Figure 3.

DTX-mediated ablation of Kcnip2^GlyT2 neurons

(A–C) Local ablation of Kcnip2^GlyT2 neurons using AAV1.Ef1a.flex.DTA.

(A) Experimental strategy. Unilateral AAV injections were made into the lumbar dorsal horn of Kcnip2^roxCre;GlyT2::Dre;ROSA26^lsl-tdTom triple transgenic mice.

(B) (Left, top) Whole-mount spinal cord after Kcnip2^GlyT2 ablation. White arrows indicate injection sites. Scale bar, 1 mm. (Middle and bottom) Loss of Kcnip2^GlyT2 neurons (red) in the dorsal horn of AAV1.Ef1a.flex.DTA injected mice. Scale bar, 100 μm. (Right) Quantification of DTA mediated loss of Kcnip2^GlyT2 neurons. n = 25 sections from five mice per group.

(C) Nociceptive sensitivity and motor performance of Kcnip2^GlyT2 neuron-ablated mice, 3–4 weeks after AAV injection. n = 10 Kcnip2^GlyT2 ablated mice, and n = 12 control mice. Scale bar, 1 mm.

(D–F) Spinal cord-wide ablation of Kcnip2^GlyT2 neurons.

(D) Experimental strategy, i.p. injection of complete diphtheria toxin (DTX) in Kcnip2^roxCre; GlyT2::Dre;ROSA26^lsl-iDTR triple transgenic mice.
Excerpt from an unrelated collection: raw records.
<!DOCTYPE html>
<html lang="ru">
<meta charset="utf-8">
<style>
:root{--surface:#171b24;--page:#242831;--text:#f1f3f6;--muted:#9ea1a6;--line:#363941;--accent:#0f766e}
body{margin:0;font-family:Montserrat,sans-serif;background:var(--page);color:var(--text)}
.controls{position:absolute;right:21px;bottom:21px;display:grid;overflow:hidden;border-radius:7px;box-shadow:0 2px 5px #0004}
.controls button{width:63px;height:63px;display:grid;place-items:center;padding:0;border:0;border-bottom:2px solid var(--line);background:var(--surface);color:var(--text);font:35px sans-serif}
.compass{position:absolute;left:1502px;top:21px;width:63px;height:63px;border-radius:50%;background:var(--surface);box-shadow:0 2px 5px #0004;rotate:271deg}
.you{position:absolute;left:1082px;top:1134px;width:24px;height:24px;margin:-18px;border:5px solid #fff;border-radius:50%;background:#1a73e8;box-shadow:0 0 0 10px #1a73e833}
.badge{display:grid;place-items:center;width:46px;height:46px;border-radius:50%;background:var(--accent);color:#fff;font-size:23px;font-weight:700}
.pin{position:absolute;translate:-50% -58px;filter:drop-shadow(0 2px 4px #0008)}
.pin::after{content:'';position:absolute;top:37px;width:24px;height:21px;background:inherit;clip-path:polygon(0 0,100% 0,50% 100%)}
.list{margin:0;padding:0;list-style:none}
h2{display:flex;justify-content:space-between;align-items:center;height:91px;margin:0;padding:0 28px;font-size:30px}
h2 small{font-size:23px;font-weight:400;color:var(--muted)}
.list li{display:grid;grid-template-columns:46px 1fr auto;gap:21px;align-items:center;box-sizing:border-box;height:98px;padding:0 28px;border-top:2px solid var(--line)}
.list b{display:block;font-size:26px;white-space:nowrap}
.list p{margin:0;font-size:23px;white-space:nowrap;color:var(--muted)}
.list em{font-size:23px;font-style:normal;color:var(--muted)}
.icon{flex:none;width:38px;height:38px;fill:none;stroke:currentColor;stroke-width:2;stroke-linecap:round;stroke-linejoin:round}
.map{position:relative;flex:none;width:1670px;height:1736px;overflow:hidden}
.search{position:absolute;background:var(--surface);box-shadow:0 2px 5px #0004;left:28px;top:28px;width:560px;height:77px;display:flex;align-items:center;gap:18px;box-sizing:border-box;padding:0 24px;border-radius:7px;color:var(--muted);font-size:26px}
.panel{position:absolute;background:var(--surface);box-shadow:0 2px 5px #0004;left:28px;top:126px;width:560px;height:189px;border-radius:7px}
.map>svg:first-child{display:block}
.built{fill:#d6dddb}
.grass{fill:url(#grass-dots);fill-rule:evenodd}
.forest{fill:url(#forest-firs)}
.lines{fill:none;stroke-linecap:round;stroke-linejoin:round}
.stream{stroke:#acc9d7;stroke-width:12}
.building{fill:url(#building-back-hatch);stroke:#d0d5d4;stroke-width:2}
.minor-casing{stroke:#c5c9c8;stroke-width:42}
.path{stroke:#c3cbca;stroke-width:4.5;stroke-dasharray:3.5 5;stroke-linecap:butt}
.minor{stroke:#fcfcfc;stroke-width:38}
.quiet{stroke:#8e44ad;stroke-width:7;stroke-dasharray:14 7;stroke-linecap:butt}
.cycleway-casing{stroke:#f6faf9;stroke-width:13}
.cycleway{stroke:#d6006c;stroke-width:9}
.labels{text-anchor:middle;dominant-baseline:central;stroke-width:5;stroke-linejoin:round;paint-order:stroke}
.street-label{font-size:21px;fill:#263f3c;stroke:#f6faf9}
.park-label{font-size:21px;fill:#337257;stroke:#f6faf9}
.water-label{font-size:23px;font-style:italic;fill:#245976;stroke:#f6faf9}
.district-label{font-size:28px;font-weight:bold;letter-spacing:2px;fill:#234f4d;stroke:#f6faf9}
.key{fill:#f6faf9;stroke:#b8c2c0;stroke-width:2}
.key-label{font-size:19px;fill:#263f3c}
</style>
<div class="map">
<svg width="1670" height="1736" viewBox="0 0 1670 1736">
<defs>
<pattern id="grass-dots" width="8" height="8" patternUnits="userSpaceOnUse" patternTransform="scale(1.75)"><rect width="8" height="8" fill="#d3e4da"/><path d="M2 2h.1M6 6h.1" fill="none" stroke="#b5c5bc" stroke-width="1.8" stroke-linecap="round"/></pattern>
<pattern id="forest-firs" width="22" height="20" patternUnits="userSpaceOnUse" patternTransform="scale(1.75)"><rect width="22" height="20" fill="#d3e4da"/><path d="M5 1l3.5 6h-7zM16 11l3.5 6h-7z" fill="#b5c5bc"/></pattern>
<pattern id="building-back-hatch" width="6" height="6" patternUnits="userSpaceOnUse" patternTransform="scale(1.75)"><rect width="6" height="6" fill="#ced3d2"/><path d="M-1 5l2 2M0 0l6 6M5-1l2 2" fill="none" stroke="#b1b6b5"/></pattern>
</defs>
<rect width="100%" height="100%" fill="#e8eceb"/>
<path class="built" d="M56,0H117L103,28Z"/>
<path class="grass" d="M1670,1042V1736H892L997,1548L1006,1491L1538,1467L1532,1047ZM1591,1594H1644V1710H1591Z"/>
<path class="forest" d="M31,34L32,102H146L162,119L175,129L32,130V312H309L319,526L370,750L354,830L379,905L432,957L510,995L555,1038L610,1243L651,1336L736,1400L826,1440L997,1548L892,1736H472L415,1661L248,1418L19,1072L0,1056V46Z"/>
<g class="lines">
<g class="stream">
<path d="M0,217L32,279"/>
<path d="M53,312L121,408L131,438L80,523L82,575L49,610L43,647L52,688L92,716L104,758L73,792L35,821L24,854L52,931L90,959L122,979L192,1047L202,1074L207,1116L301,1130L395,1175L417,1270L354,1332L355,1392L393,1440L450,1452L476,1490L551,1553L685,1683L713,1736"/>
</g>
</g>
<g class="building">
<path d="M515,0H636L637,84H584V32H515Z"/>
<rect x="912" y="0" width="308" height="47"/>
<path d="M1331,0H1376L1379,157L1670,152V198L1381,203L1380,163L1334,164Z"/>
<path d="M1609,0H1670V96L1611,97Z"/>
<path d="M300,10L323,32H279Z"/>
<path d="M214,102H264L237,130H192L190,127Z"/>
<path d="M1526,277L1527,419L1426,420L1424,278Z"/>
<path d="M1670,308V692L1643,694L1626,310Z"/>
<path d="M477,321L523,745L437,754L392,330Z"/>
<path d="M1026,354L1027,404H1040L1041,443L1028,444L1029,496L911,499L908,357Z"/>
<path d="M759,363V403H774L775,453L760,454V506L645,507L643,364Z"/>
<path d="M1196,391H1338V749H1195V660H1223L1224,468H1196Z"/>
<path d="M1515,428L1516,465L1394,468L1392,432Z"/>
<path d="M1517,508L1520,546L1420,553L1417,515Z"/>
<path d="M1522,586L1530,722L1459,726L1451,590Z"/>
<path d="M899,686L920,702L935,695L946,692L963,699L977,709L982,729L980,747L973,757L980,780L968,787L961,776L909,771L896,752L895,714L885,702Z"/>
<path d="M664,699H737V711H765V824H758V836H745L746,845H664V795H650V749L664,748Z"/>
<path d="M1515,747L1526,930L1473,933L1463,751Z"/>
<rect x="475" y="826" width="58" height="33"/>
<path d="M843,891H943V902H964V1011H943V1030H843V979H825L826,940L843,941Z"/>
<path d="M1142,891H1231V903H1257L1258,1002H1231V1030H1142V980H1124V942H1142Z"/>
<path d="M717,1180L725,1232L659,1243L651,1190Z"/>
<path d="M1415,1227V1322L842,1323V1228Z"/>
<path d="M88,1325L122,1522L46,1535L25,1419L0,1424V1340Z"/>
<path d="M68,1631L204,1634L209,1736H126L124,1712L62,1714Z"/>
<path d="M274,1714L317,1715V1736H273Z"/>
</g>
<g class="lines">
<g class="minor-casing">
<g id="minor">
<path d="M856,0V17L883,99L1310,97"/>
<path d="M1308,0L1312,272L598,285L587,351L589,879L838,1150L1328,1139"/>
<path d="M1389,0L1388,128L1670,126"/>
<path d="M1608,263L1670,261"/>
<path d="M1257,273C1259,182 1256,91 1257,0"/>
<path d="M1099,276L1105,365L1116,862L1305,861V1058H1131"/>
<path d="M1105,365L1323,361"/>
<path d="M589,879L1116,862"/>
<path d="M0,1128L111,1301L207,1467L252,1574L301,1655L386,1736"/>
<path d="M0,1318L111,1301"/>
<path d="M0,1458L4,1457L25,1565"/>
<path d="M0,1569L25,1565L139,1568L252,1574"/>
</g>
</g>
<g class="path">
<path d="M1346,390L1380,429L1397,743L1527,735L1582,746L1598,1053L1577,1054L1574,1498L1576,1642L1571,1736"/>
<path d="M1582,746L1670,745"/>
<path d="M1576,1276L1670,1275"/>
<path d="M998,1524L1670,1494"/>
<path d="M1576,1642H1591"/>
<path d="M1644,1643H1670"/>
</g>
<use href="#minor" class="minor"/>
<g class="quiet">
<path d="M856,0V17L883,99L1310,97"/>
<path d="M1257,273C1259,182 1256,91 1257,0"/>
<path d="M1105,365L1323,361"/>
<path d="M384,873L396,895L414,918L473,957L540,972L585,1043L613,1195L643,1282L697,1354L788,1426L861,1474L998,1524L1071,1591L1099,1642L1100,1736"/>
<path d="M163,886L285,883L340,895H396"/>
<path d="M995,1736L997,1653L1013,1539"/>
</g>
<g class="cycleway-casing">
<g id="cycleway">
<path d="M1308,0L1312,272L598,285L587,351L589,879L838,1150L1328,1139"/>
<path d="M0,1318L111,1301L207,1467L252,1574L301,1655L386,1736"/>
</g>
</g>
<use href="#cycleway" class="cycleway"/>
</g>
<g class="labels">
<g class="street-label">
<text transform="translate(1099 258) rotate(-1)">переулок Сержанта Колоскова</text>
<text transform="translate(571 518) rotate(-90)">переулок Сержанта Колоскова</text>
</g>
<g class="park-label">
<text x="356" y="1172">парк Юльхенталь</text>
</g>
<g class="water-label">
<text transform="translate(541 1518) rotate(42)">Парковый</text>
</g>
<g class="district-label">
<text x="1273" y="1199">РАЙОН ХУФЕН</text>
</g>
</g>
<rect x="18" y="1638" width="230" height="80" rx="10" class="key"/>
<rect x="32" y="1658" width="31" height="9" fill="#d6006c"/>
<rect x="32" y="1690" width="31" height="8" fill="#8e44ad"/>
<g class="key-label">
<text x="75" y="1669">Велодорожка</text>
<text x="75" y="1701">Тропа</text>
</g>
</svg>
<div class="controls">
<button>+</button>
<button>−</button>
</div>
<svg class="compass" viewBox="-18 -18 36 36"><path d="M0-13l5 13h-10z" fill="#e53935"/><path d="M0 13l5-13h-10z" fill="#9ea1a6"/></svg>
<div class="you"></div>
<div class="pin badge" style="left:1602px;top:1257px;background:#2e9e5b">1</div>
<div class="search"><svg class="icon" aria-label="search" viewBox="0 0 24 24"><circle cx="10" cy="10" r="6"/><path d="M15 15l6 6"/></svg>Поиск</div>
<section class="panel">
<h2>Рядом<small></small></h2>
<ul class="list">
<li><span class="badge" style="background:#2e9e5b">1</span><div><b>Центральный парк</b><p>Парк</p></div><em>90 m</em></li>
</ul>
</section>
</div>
(E) Loss of tdTom (Kcnip2^GlyT2) neurons in the dorsal horn of DTX treated mice. n = 9 sections from three mice per group; Scale bar, 100 μm.

(F) Thermal gradient test. (Left) Time spent by Kcnip2^GlyT2 ablated and control mice in different temperature zones during a 30-min interval. (Right) Quantification of time spent in cold (13°C–22°C) and warm (28°C–39°C) zones. Median preferred temperature in Kcnip2^GlyT2 ablated (n = 7) and control mice (n = 10);

^∗p < 0.05, ^∗∗p < 0.01, ^∗∗∗p < 0.001, ^∗∗∗∗p < 0.0001; unpaired t test. Mean ± SEM.